LIC Housing Finance shares are in focus following mixed Q3FY25 results, with Jefferies and CLSA maintaining optimistic outlooks, while Morgan Stanley (MS) remains cautious. The stock, currently trading at ₹600, could see an upside of up to 32% based on Jefferies’ projections.

Jefferies has reaffirmed its Buy rating with a target price of ₹795, suggesting a 32% upside from the current levels. The brokerage highlighted that Q3 PAT came in at ₹14.3 billion, marking a 23% year-on-year growth and coming in 4% ahead of estimates. While net interest income (NII) was slightly lower, this was offset by lower provisioning. Assets under management (AUM) grew by 6.4% YoY and 2% QoQ, although disbursements fell 14% QoQ due to state-specific issues. Despite the decline in disbursements, NIMs remained stable quarter-on-quarter. However, portfolio spreads contracted by 9 basis points QoQ, driven by a 4 bps decline in portfolio yield and a 5 bps increase in the cost of funds (CoF).

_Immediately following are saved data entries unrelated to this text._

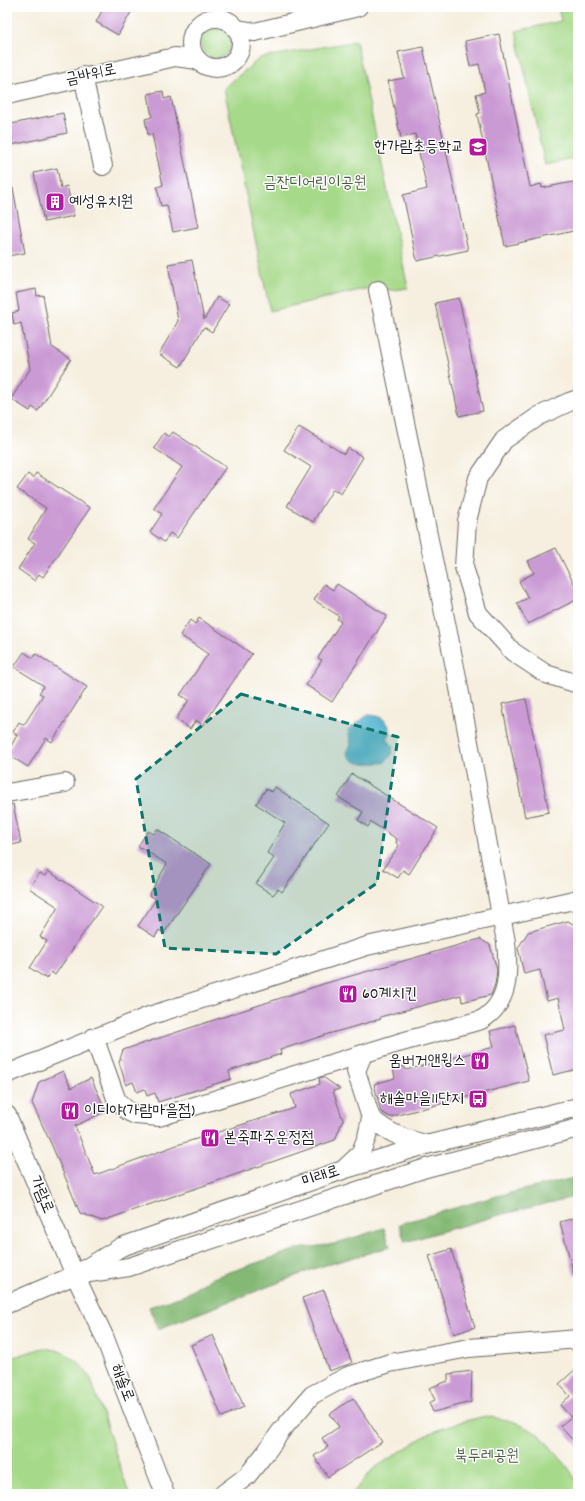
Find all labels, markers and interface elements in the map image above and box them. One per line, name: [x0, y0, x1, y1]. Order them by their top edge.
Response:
street label: 금바위로: [63, 58, 119, 92]
place label: 한가람초등학교: [374, 136, 464, 159]
school or university icon: 한가람초등학교: [467, 136, 489, 158]
park label: 금잔디어린이공원: [264, 172, 367, 195]
building icon: 예성유치원: [44, 191, 66, 213]
place label: 예성유치원: [69, 191, 133, 214]
restaurant icon: 60계치킨: [337, 983, 359, 1005]
place label: 60계치킨: [362, 983, 417, 1006]
place label: 움버거앤윙스: [389, 1050, 466, 1073]
restaurant icon: 움버거앤윙스: [469, 1050, 491, 1072]
place label: 해솔마을11단지: [380, 1088, 464, 1111]
bus stop icon: 해솔마을11단지: [467, 1088, 489, 1110]
restaurant icon: 이디야(가람마을점): [59, 1100, 81, 1122]
place label: 이디야(가람마을점): [84, 1100, 195, 1123]
restaurant icon: 본죽파주운정점: [199, 1127, 221, 1149]
place label: 본죽파주운정점: [224, 1127, 314, 1150]
street label: 미래로: [299, 1160, 343, 1194]
street label: 가람로: [23, 1173, 59, 1217]
street label: 해솔로: [104, 1361, 140, 1405]
park label: 북두레공원: [455, 1445, 519, 1468]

CLSA has maintained an Outperform rating with a target price of ₹720, implying a 20% upside. The brokerage noted that both NII and pre-provision operating profit (PPOP) were largely in line with expectations, while negative credit costs contributed to a 15% beat on net profit estimates. CLSA pointed out that a lower provision coverage ratio (PCR) led to these negative credit costs, and the probable sale of a GNPA asset to an asset reconstruction company (ARC) resulted in recoveries, with further details expected in the company’s earnings call. The gross stage 3 (GS3) ratio is now under 3%, marking a 2 percentage point decline over the past two years. However, loan growth remains tepid, with weak disbursals in both individual home loans and builder loans. The loan against property (LAP) share in the disbursal mix has now reached the mid-teens.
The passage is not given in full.